В шестидесятых годах добрый, веселый Корней Иванович Чуковский прибыл из Оксфорда и привез знаменитую, коричневую с красным, мантию почетного доктора литературы с остроугольной плоской черной шапочкой. Оставил меня одного, переоделся и предстал в средневековом ученом облачении, в каком до него последним из русских писателей щеголял, кажется, Тургенев. И тут в глазах Чуковского появился уже единожды виденный мною стальной блеск. «Корнейчук! Корнюшка! — передразнил он голоса, как бы донесшиеся из далекого одесского детства. — Бастард!» Он был «незаконнорожденным» сыном одесской прачки, украинской крестьянки Корнейчуковой. И вот — самая почетная награда в глазах общества, где было унизительным само его рождение.
И если уж в таких добрых, разумных людях как папа или Корней Иванович жила та обида, то до чего ж она была грозна, страшна, безумна, помноженная на миллионы, десятки миллионов глаз.
Что до незаконнорожденных, тут революция и впрямь победила: это перестало что-либо значить. Но сословные деления были, хотя с другим знаком: бывшие дворяне, люди духовного звания и их потомки очутились под подозрением.
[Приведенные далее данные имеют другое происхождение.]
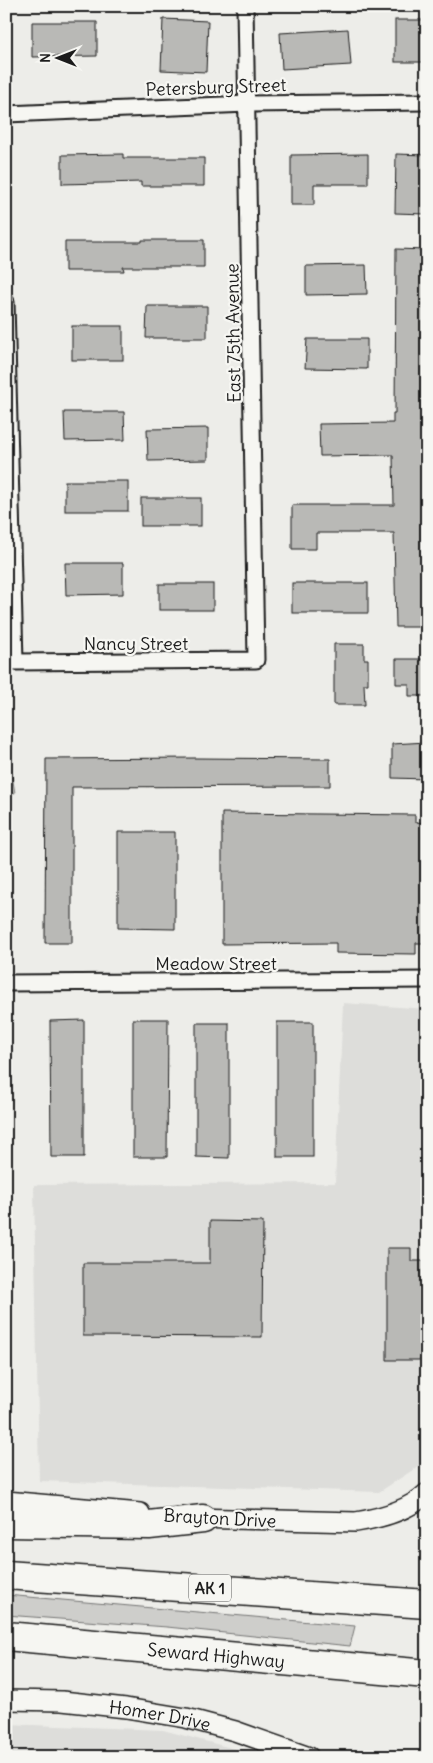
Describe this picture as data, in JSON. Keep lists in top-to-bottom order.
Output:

Правда, мои бабушки не останутся лишенками, сталинская конституция даст им право голоса. Но и в 1972 году, когда напечатали стихи о прабабке-дворянке, мама тревожилась, не рано ли.
Высшим благом было рабоче-крестьянское происхождение. История сыграла с ним шутку. Детей и внуков тех, кто, гордясь им, стал служащим или интеллигентом (обычное клеймо — «гнилым»), перед концом советской власти принимали в институты и в партию не так охотно, как детей тогдашних рабочих и колхозников. Система нуждалась не в биологических, а в социальных потомках.
Отдельное крестьянское сословие постепенно растворилось в рабоче-крестьянском. Часть крестьян ходило с клеймом кулаков или кулацких сынков. Мещане из сословия превратились в литературных персонажей, а их имя — в обидную кличку для людей, далеких от политики.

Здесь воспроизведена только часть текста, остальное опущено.